***** Records to process

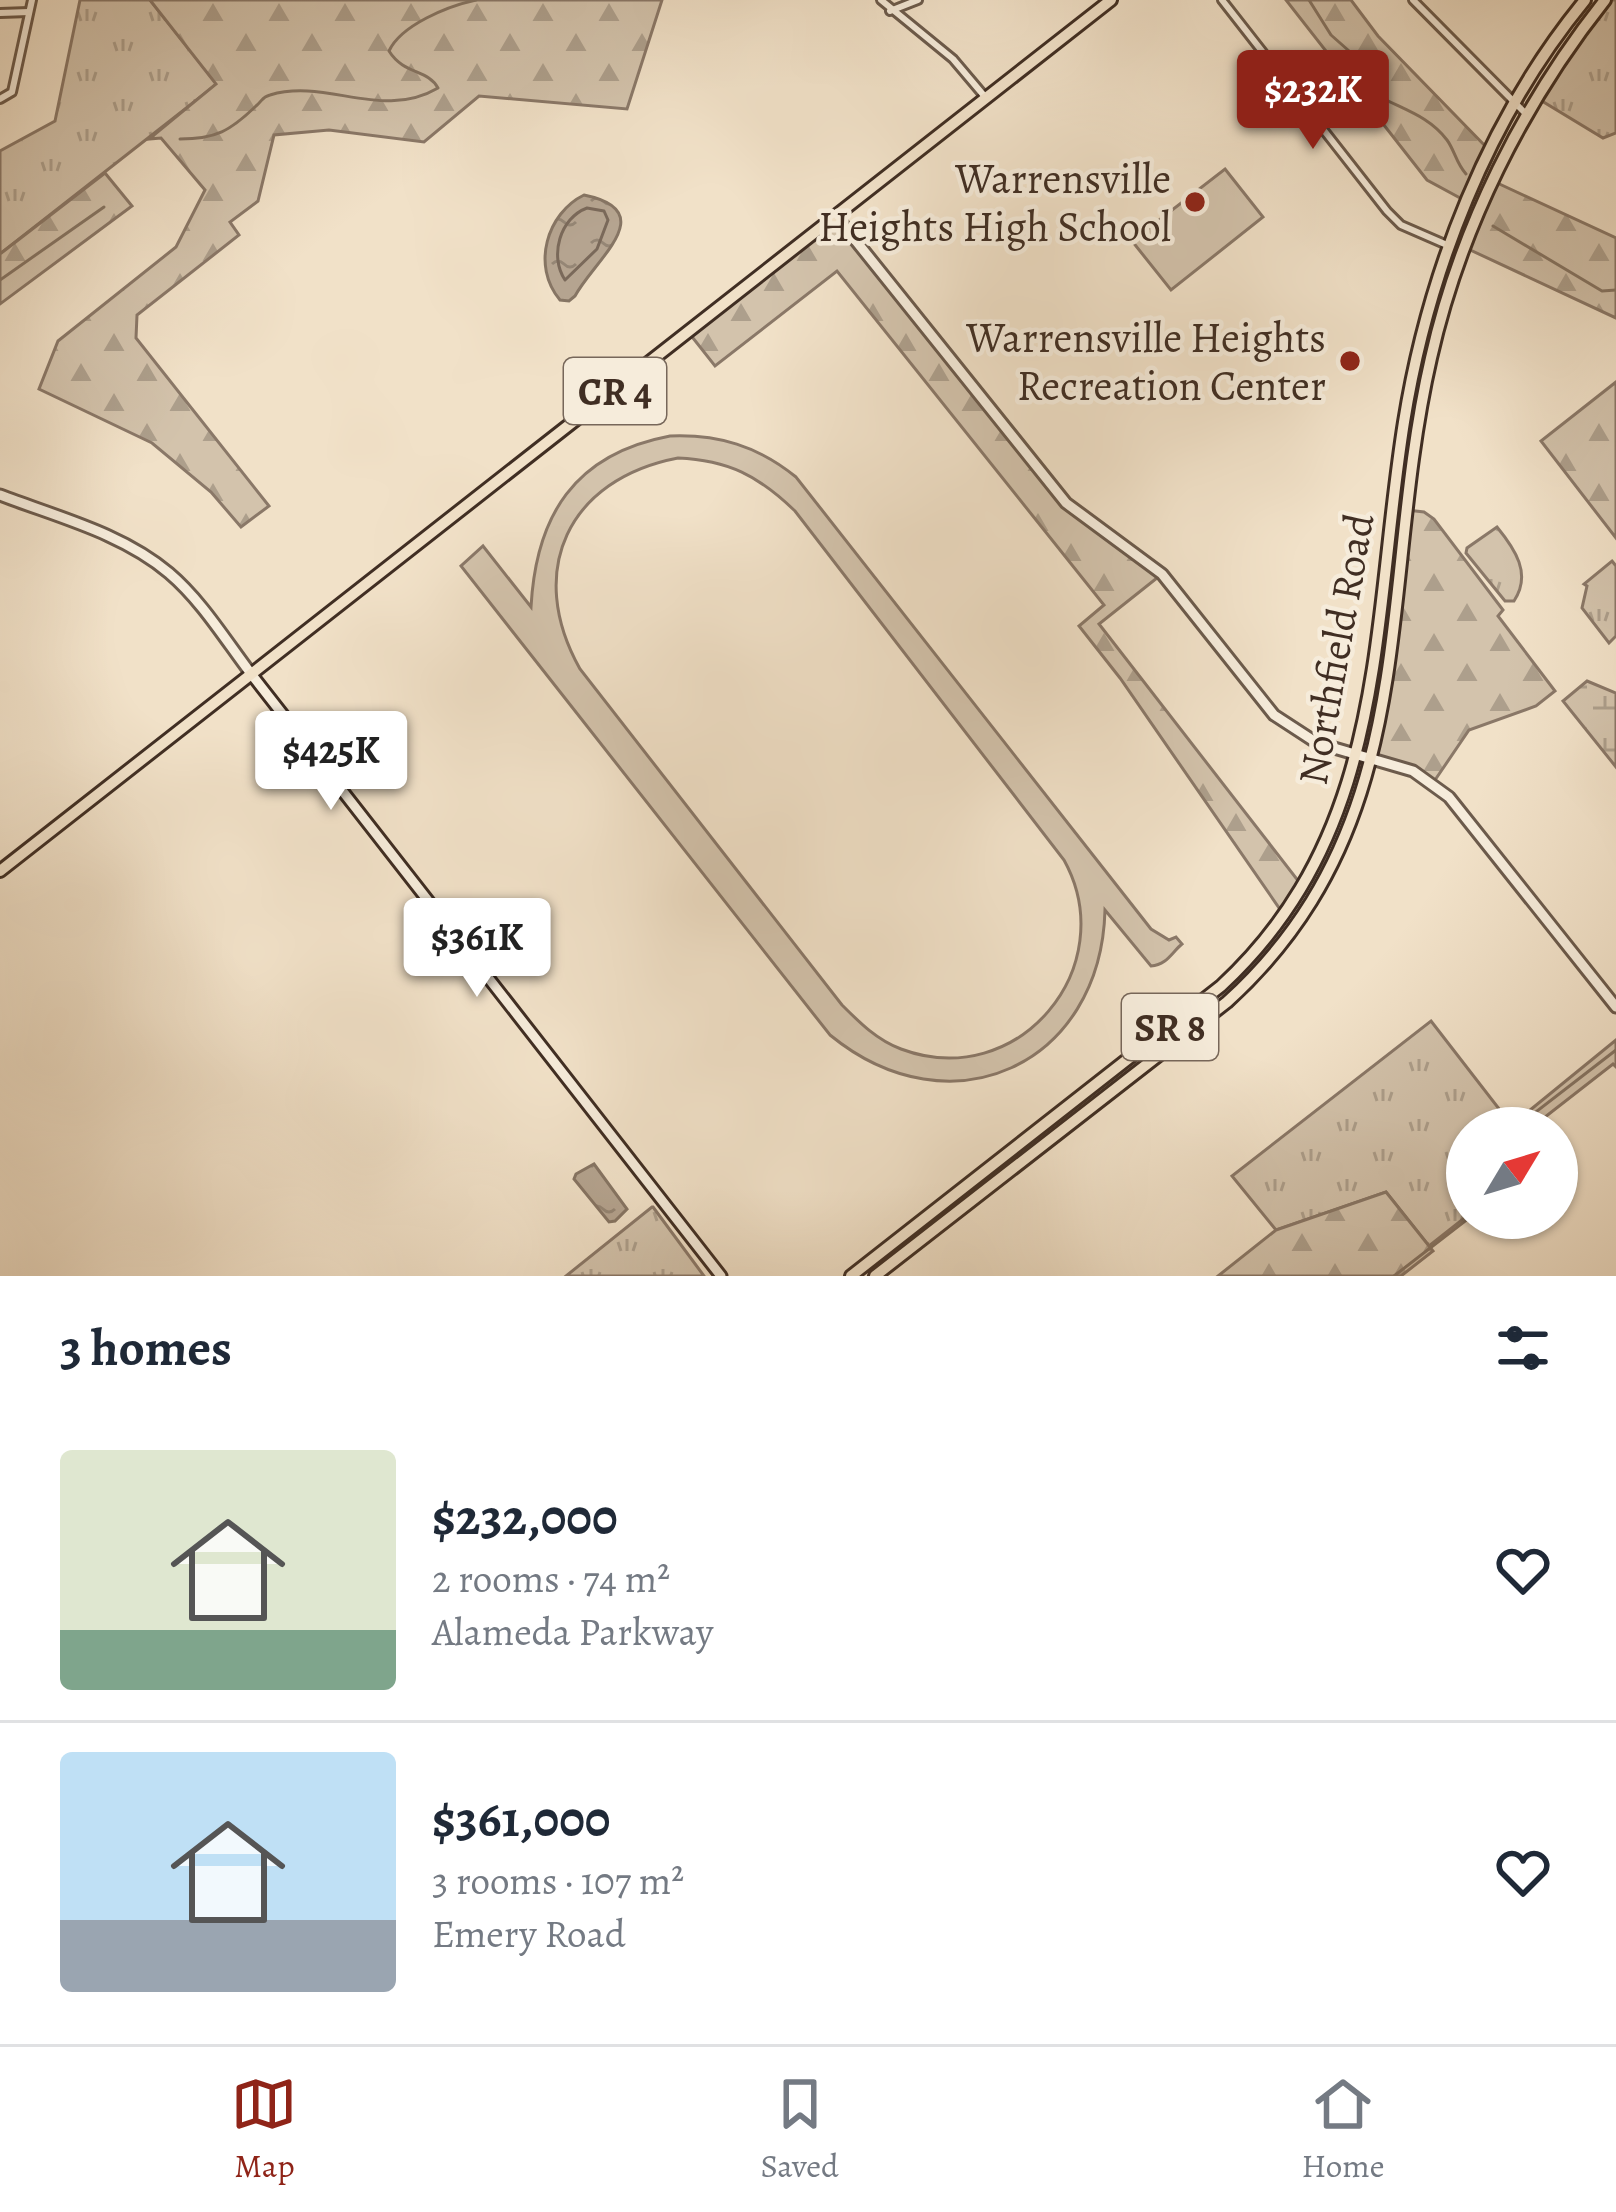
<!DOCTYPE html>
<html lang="en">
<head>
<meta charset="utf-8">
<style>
  body { margin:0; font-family:Alegreya,serif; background:#f6f6f7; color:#1f2937; height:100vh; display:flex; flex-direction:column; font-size:45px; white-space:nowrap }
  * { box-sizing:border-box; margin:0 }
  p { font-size:39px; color:#747a83 }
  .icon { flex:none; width:66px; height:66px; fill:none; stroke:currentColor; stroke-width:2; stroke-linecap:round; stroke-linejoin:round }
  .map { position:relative; height:1276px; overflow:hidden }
  .side { display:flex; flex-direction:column; background:#fff; flex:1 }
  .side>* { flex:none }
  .needle { width:78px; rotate:52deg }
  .buttons { position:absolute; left:1446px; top:1107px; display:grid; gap:24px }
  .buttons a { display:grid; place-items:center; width:132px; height:132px; border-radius:50%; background:#fff; box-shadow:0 3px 9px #0004; font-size:60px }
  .price { position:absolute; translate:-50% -102px; padding:0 27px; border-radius:12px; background:#fff; color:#222; font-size:39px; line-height:78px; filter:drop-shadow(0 3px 6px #0008) }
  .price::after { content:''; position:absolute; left:50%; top:72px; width:36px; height:27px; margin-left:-18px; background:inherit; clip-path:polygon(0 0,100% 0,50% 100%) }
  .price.current { background:#8f2418; color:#fff }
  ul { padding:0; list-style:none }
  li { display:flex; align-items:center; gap:36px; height:300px; padding:0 60px }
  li+li { border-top:3px solid #e0e1e3 }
  li span { display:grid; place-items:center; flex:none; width:336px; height:240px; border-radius:12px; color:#555 }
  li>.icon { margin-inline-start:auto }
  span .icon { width:144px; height:144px; fill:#fffc; stroke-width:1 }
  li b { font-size:51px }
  h2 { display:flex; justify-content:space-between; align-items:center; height:144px; padding:0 60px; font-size:51px }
  .dock { display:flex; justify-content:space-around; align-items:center; height:168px; border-top:3px solid #e0e1e3; background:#fff; font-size:33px; color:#747a83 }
  .dock a { display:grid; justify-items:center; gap:6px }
  .dock .current { color:#8f2418 }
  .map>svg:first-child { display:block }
  .grass { fill:url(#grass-tufts); stroke:#8a7868; stroke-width:3 }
  .forest { fill:url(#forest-firs); stroke:#8a7868; stroke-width:3 }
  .wetland { fill:url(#wetland-marsh); stroke:#8a7868; stroke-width:3 }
  .garden { fill:#d3c3ac; stroke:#8a7868; stroke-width:3; fill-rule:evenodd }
  .water { fill:url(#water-ripples); stroke:#867564; stroke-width:3 }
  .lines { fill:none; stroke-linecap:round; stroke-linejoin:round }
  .shore { stroke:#7a695a; stroke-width:3 }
  .stream { stroke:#867564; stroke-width:3 }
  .minor-casing { stroke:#6c5b4c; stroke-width:12 }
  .tertiary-casing { stroke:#6c5b4c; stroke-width:15 }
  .secondary-casing { stroke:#402e23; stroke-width:15 }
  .primary-casing { stroke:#402e23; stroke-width:16 }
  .minor { stroke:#f6ecdb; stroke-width:6 }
  .tertiary { stroke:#f6ecdb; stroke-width:9 }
  .secondary { stroke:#f6ecdb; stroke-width:9 }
  .primary { stroke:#f1e1c8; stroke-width:10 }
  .poi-dot { fill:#8f2418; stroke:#f6ecdb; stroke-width:4.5 }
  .labels { text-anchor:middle; stroke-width:9; stroke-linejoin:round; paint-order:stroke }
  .shield { fill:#f6ecdb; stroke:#77675a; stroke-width:3 }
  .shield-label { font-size:39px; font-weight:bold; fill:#402e23 }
  .poi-label { font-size:42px; fill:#402e23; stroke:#f6ecdb; text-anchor:end }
  .street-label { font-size:42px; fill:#402e23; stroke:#f6ecdb }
</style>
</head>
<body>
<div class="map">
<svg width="1616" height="1276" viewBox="0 0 1616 1276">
  <defs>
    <pattern id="grass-tufts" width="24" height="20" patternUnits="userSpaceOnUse" patternTransform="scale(3)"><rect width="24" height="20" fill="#d3c3ac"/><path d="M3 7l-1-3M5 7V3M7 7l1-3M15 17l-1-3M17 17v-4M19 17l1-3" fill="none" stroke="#ad9f8c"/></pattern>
    <pattern id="forest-firs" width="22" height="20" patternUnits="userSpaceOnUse" patternTransform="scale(3)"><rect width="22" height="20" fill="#d3c3ac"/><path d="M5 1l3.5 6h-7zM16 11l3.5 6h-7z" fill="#ad9f8c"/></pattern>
    <pattern id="wetland-marsh" width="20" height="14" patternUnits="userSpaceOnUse" patternTransform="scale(3)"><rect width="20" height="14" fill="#d3c3ac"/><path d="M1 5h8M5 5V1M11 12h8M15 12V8" fill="none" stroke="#ad9f8c"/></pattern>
    <pattern id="water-ripples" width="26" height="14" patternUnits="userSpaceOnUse" patternTransform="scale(3)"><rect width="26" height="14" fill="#b5a490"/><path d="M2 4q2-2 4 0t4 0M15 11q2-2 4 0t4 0" fill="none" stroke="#958675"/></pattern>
  </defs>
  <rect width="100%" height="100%" fill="#f1e1c8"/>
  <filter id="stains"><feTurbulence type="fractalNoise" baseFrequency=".00167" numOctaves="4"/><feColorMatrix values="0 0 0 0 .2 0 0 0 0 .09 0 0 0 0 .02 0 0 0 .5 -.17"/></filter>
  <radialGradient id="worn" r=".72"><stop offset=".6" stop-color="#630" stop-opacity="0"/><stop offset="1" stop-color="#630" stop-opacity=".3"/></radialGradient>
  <g class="grass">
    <polygon points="80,0 150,0 217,84 0,254 0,151 55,121"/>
    <polygon points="1605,0 1616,0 1616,133 1603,138 1537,98"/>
    <path d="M1497,527C1515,549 1532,574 1514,601H1505L1466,553L1467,548Z"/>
    <polygon points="1612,561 1616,566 1616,636 1609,643 1582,608 1587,586 1584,584"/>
    <polygon points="1431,1021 1510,1123 1508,1128 1467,1128 1467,1216 1429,1246 1386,1192 1276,1230 1232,1176"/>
    <polygon points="653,1207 704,1276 566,1276 652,1207"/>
  </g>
  <g class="forest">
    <polygon points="150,0 662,0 627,109 479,96 424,142 329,130 274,135 258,201 230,222 239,235 137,315 136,338 269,506 241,527 211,492 152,443 39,389 58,341 176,247 205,190 161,138 149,139 216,84"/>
    <polygon points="1286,0 1351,0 1378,36 1490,151 1462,199 1427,180"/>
    <polygon points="105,173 132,206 0,304 0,254"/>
    <polygon points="1493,181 1616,238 1616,318 1466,248"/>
    <polygon points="836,216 1066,503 1162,574 1099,624 1303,887 1284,915 1120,678 1079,626 1104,605 837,271 715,366 689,333"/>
    <polygon points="1616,382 1616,538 1541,441"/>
    <polygon points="1407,510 1424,512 1434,519 1503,610 1498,616 1555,691 1536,706 1469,730 1433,783 1372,758"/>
    <polygon points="1616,1040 1616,1067 1613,1064 1531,1128 1508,1128"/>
    <polygon points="1386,1192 1433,1251 1401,1276 1218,1276 1276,1230"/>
  </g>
  <polygon class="wetland" points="1587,681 1616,693 1616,767 1563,701"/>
  <g class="garden">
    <polygon points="1225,169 1263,217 1171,290 1132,241"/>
    <path d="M670,436C718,434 758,446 796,477L1151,929L1169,940L1176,937L1182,944C1172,952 1167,965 1151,966L1105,910C1101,1065 951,1134 830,1035L461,566L483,546L531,607C536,516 574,454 670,436ZM678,458C728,460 759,476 795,511L1064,860C1123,967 1018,1093 901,1049C877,1040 860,1023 842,1005L580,669C525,571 568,479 678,458Z"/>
  </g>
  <g class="water">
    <path d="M584,195C662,211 595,259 575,296L569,301L560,300C531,266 547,213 584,195Z"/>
    <polygon points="594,1164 627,1209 615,1221 609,1222 574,1179 576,1174"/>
  </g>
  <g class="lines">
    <path class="shore" d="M587,208L604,211L608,220L597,249L565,280C549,256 560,218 587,208Z"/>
    <g class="stream">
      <path d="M1309,0L1331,35L1357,58L1373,93C1400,109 1427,114 1447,140C1455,151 1456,163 1466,174"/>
      <path d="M180,139C216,139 230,131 256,106C263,100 262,97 270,95C327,78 382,121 438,88C428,69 404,75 389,51C401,25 448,6 476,0"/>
      <polyline points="1493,226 1602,291 1616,290"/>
      <polyline points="0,280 104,207"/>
      <polyline points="1515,1128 1616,1050"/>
      <polyline points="1394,1276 1469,1218"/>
    </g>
    <g class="minor-casing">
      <g id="minor">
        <polyline points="881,0 953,59 986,98"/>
        <polyline points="1222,0 1387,211 1401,225 1447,245"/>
        <polyline points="1413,0 1527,115"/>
        <polyline points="890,11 918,0"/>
        <polyline points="0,13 29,12"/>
        <polyline points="0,99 12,92 32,0"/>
      </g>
    </g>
    <g class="tertiary-casing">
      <g id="tertiary">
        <polyline points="836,216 1066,503 1162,574 1274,715 1317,743 1413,771 1449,797 1616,1007"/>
        <path d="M0,495C57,517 122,533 169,573C202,601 226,641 252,675"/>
      </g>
    </g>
    <g class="secondary-casing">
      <polyline id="secondary" points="252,675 721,1276"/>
    </g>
    <g class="primary-casing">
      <g id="primary">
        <polyline points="0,871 1111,0"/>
        <path d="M851,1276L1221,986C1388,831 1371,629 1404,422C1428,272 1488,118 1585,0"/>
        <path d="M875,1276L1227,1002C1425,822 1377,592 1431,358C1460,229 1523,103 1605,0"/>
      </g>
    </g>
    <use href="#minor" class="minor"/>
    <use href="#tertiary" class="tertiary"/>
    <use href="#secondary" class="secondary"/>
    <use href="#primary" class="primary"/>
  </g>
  <g class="poi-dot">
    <circle cx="1195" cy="202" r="12"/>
    <circle cx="1350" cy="361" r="12"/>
  </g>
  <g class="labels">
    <g class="shield">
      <rect x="564" y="358" width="102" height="66" rx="9"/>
      <rect x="1122" y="994" width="96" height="66" rx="9"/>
    </g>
    <g class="shield-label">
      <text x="615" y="405">CR 4</text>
      <text x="1170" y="1041">SR 8</text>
    </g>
    <g class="poi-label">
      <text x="1171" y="193">Warrensville<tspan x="1171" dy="48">Heights High School</tspan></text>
      <text x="1326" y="352">Warrensville Heights<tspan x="1326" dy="48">Recreation Center</tspan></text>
    </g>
    <g class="street-label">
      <text transform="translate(1335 649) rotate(-80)" y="15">Northfield Road</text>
    </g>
  </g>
  <rect width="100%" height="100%" filter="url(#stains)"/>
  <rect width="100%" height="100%" fill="url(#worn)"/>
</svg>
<div class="buttons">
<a><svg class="needle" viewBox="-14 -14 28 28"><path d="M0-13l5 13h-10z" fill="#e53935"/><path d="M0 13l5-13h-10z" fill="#747a83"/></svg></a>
</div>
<b class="price current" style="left:1313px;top:152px">$232K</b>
<b class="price" style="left:331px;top:813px">$425K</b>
<b class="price" style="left:477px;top:1000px">$361K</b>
</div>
<section class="side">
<h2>3 homes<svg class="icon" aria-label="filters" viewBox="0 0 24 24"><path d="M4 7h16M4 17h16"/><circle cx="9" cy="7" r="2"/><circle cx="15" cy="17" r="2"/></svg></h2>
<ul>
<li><span style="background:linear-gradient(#dfe7d0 75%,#7fa58c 0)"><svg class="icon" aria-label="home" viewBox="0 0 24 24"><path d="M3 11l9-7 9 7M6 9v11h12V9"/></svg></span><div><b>$232,000</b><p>2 rooms · 74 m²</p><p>Alameda Parkway</p></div><svg class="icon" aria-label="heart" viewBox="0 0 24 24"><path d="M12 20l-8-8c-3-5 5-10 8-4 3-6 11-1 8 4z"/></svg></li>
<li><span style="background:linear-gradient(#bfe0f5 70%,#9aa5b1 0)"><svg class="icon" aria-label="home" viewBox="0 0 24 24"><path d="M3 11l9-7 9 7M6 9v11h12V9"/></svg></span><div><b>$361,000</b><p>3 rooms · 107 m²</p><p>Emery Road</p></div><svg class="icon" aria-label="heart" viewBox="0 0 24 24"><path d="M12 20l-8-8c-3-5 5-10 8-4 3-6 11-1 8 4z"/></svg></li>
</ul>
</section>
<nav class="dock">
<a class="current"><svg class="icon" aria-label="map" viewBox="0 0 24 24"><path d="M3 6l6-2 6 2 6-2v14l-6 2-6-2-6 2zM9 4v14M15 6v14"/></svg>Map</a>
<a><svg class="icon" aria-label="saved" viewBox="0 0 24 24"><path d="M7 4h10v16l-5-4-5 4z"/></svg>Saved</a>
<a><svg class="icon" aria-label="home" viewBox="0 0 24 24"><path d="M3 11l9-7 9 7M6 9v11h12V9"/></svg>Home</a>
</nav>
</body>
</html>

**********

→ **Try it**: Which lines in the data above hold the word "worn"? Return each of them.

→ **Task solution**:
  <radialGradient id="worn" r=".72"><stop offset=".6" stop-color="#630" stop-opacity="0"/><stop offset="1" stop-color="#630" stop-opacity=".3"/></radialGradient>
  <rect width="100%" height="100%" fill="url(#worn)"/>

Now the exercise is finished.